The Trump administration is designating Iran's Islamic Revolutionary Guard Corps as a foreign terrorist organization, taking an unprecedented step as it seems to increase pressure on Iran's regime.
It was long overdue, but today President Trump took another unprecedented step and formally designated Iran's elite Revolutionary Guard Corps as the terror group that it is. Now, any country that has dealings with the group could face criminal charges for aiding and abetting terrorism. Naturally, Iran is furious. This is not the type of treatment they
had come to enjoy when Barack Obama was president. Not by a long shot.
U.S. Labels Iran's Revolutionary Guard Corps As A Foreign Terrorist Organization
FROM NPR: The move seems certain to bring a new level of tension between the two countries, as Iran's leaders have said they will retaliate in kind. Iranian lawmakers have prepared legislation that would label part of the U.S. military as a terrorist group, according to Iran's state-run IRNA news agency.

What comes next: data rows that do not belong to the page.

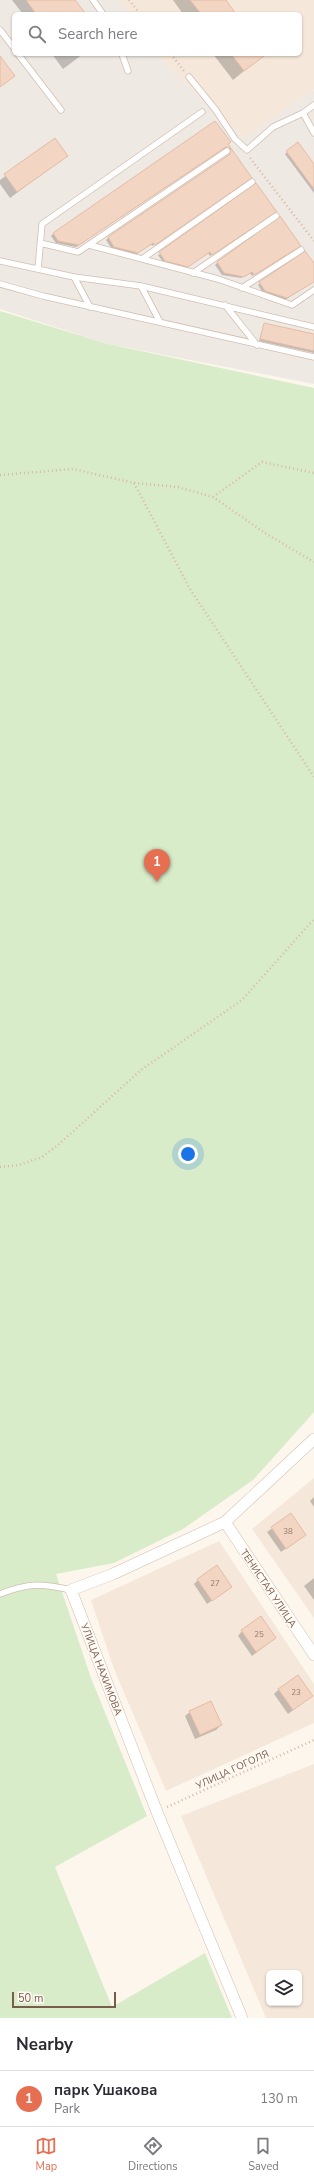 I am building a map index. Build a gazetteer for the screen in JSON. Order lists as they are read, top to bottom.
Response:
{
  "streets": {
    "street": ["ТЕНИСТАЯ УЛИЦА", "УЛИЦА НАХИМОВА"],
    "path": ["УЛИЦА ГОГОЛЯ"]
  },
  "crossings": [
    ["УЛИЦА НАХИМОВА", "УЛИЦА ГОГОЛЯ"]
  ],
  "house_numbers": [
    "38",
    "27",
    "25",
    "23"
  ],
  "scale_bar": "50 m",
  "page": {
    "search": "Search here",
    "pins": "1",
    "scale": "50 m",
    "heading": "Nearby",
    "list": [
      {
        "mark": "1",
        "name": "парк Ушакова",
        "note": "Park",
        "value": "130 m"
      }
    ],
    "nav": ["Map", "Directions", "Saved"]
  }
} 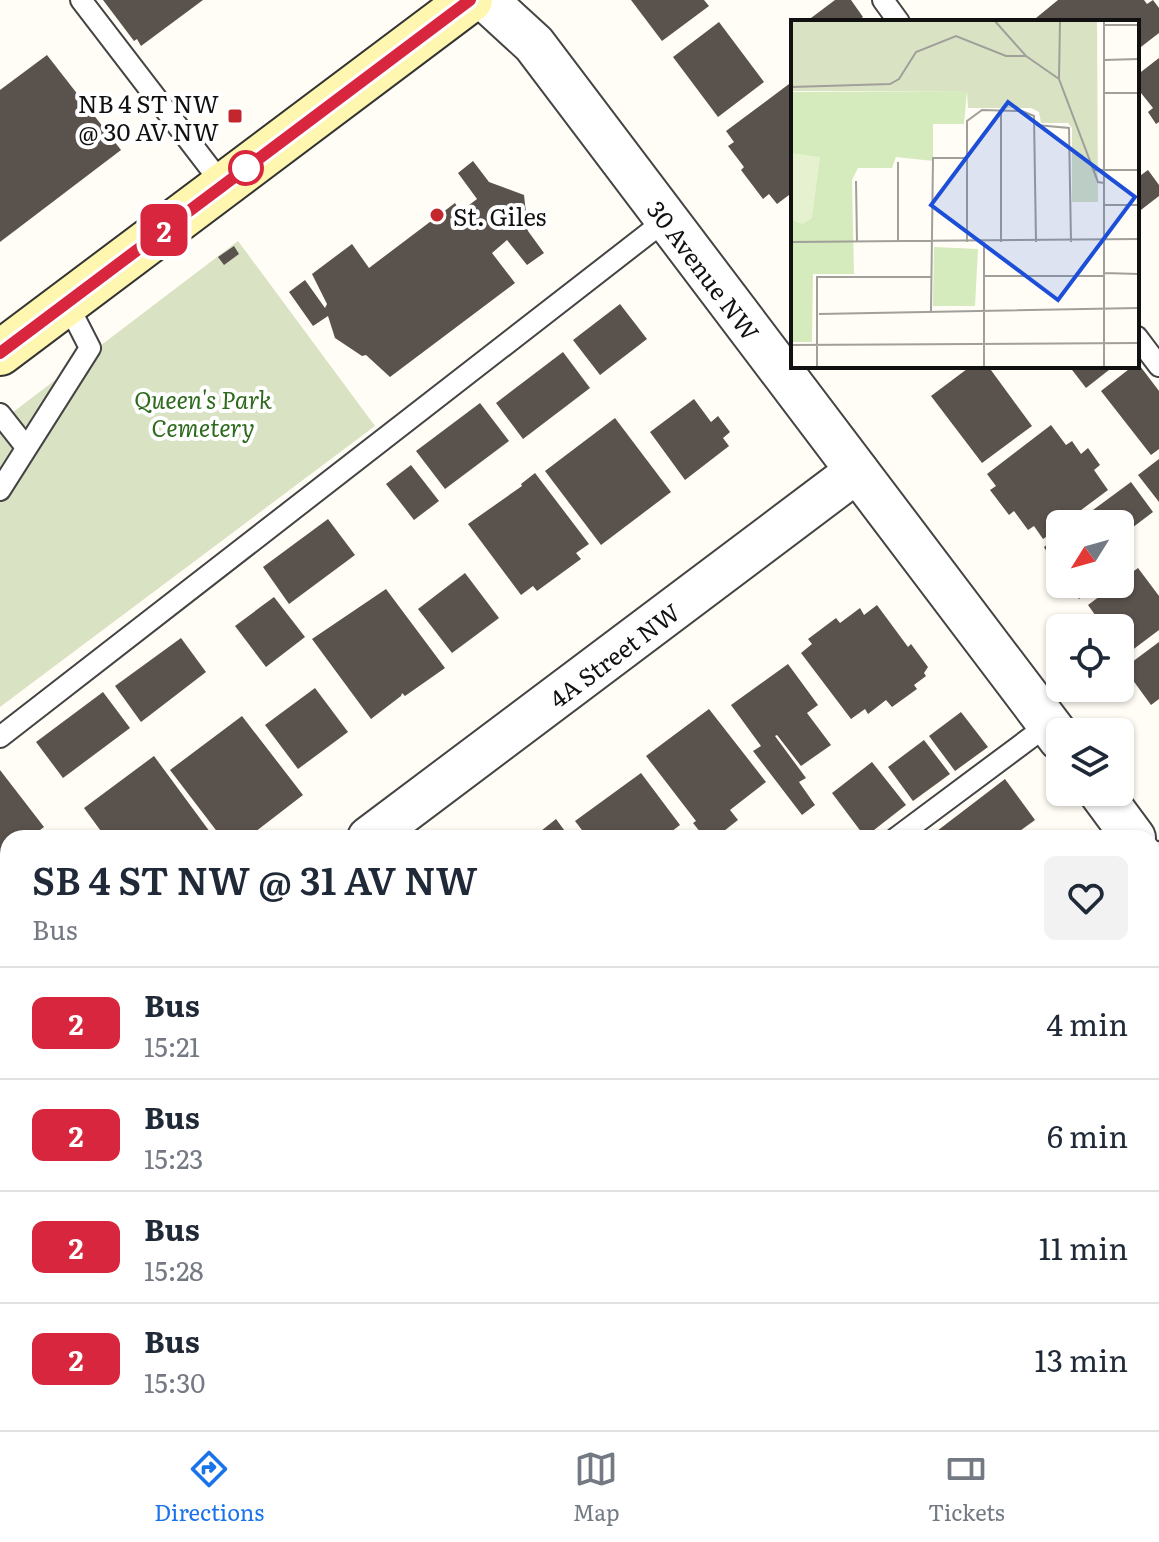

President Trump announced the designation Monday morning, in a shift from the decades in which the U.S. has viewed Iran as a state sponsor of terrorism.
"This unprecedented step, led by the Department of State, recognizes the reality that Iran is not only a State Sponsor of Terrorism, but that the IRGC actively participates in, finances, and promotes terrorism as a tool of statecraft," Trump said in a White House statement. "The IRGC is the Iranian government's primary means of directing and implementing its global terrorist campaign."
In response, Iran's Foreign Minister Mohammad Javad Zarif urged his government to add the Pentagon's U.S. Central Command to its own list of terrorist organizations,
IRNA reports.
With the U.S. designation, anyone who deals with the Revolutionary Guard could run the risk of facing criminal charges, such as aiding or supporting a terrorist group. "If you are doing business with the IRGC, you will be bankrolling terrorism," Trump said.
It's the first time the U.S. has declared an element of a foreign government to be a terrorist organization, the Trump administration says. The Revolutionary Guard now joins ISIS, Boko Haram and other groups
on the U.S. list of terrorist groups.
Laying out the administration's reasoning for the designation, Secretary of State Mike Pompeo listed a string of attacks and violent plots, which he said gave "ample justification for today's decision."
Among the cases cited by Pompeo were two that directly involved the U.S.: the 1996 Khobar Towers apartment complex bombing in Saudi Arabia, which killed 19 American service members and wounded dozens more; and a 2011 case in which the Obama administration said it had
foiled a Quds Force plot to kill the Saudi ambassador to the U.S. in a bombing in Washington, D.C.
Today, the White House sees the IRGC as an "active and enthusiastic participant in acts of terror," a senior administration official said in a background briefing held shortly before Pompeo discussed the announcement Monday morning.
Accusing Iran of using the Revolutionary Guard to try to reshape the Middle East in its favor, another official said the group has amassed too much power and money, which he said it then uses to support attacks on Americans and U.S. assets.
"The Middle East cannot be more stable and peaceful without a weakened IRGC," the official said.
In recent months, the Trump administration has sought to impose "maximum pressure" on Iran's regime, after abandoning the nuclear deal brokered during the Obama administration. Even before news emerged of a possible terrorism designation for the Revolutionary Guard, more than 970 Iranian entities and individuals were already under U.S. sanctions.
But the administration is now taking the rare step of designating another country's military force as a terrorist group.
"In the past, part of the Guard Corps, known as the Quds Force, has been targeted by Washington," NPR's Peter Kenyon reports. "Iran's Foreign Minister Mohammad Javad Zarif
tweeted that President Trump 'should know better than to be conned into another U.S. disaster.' "
Zarif and other Iranian officials sharply criticized the U.S. plan over the weekend, after news emerged that an official U.S. announcement against the Revolutionary Guard was imminent.